Center for Reproductive Medicine, Department of Obstetrics and Gynecology, Peking University Third Hospital, Beijing, China.
National Clinical Research Center for Obstetrics and Gynecology (Peking University Third Hospital), Beijing, China.
Front Endocrinol (Lausanne). 2023 Jan 20;14:1074347. doi: 10.3389/fendo.2023.1074347. eCollection 2023.
Reliable predictive models for predicting excessive and poor ovarian response in controlled ovarian stimulation (COS) is currently lacking. The dynamic (Δ) inhibin B, which refers to increment of inhibin B responding to exogenous gonadotropin, has been indicated as a potential predictor of ovarian response.
To establish mathematical models to predict ovarian response at the early phase of COS using Δinhibin B and other biomarkers.
Prospective cohort study in a tertiary teaching hospital, including 669 cycles underwent standard gonadotropin releasing hormone (GnRH) antagonist ovarian stimulation between April 2020 and September 2020. Early Δinhibin B was defined as an increment in inhibin B from menstrual day 2 to day 6 through to the day of COS. Least Absolute Shrinkage and Selection Operator (LASSO) logistic regression with 5-fold cross-validation was applied to construct ovarian response prediction models. The area under the receiver operating characteristic curve (AUC), prevalence, sensitivity, and specificity were used for evaluating model performance.

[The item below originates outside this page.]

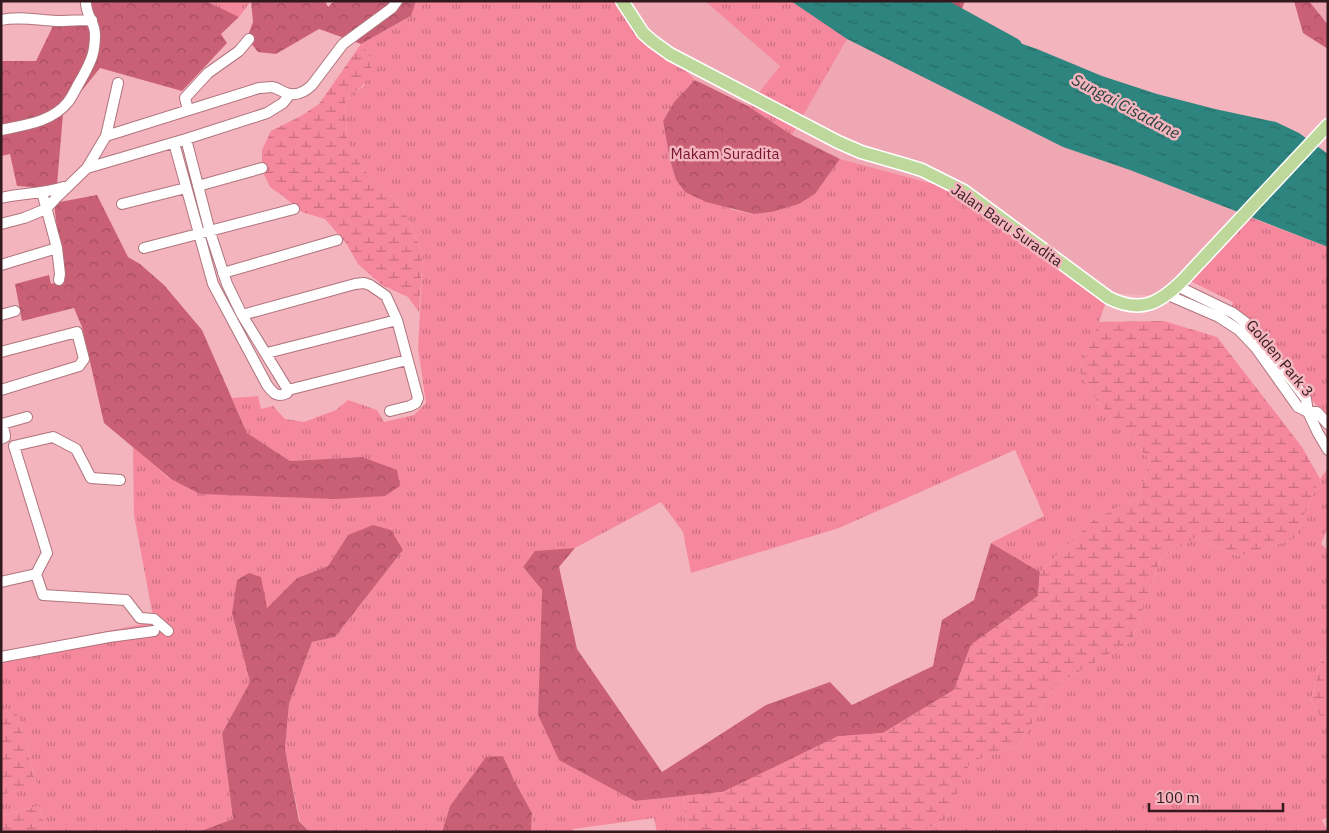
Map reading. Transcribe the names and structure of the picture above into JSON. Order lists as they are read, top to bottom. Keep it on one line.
{"streets":{"main road":["Jalan Baru Suradita"],"street":["Golden Park 3"]},"crossings":[["Jalan Baru Suradita","Golden Park 3"]],"water":["Sungai Cisadane"],"parks":["Makam Suradita"],"scale_bar":"100 m"}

Early Δinhibin B and basal antimüllerian hormone (AMH) levels were the best measures in building models for predicting ovarian hypo- or hyper-responses, with AUCs and ranges of 0.948 (0.887-0.976) and 0.904 (0.836-0.945) in the validation set, respectively. The contribution of the early Δinhibin B was 67.7% in the poor response prediction model and 56.4% in the excessive response prediction model. The basal AMH level contributed 16.0% in the poor response prediction model and 25.0% in the excessive response prediction model. An online website-based tool (http://121.43.113.123:8001/) has been developed to make these complex algorithms available in clinical practice.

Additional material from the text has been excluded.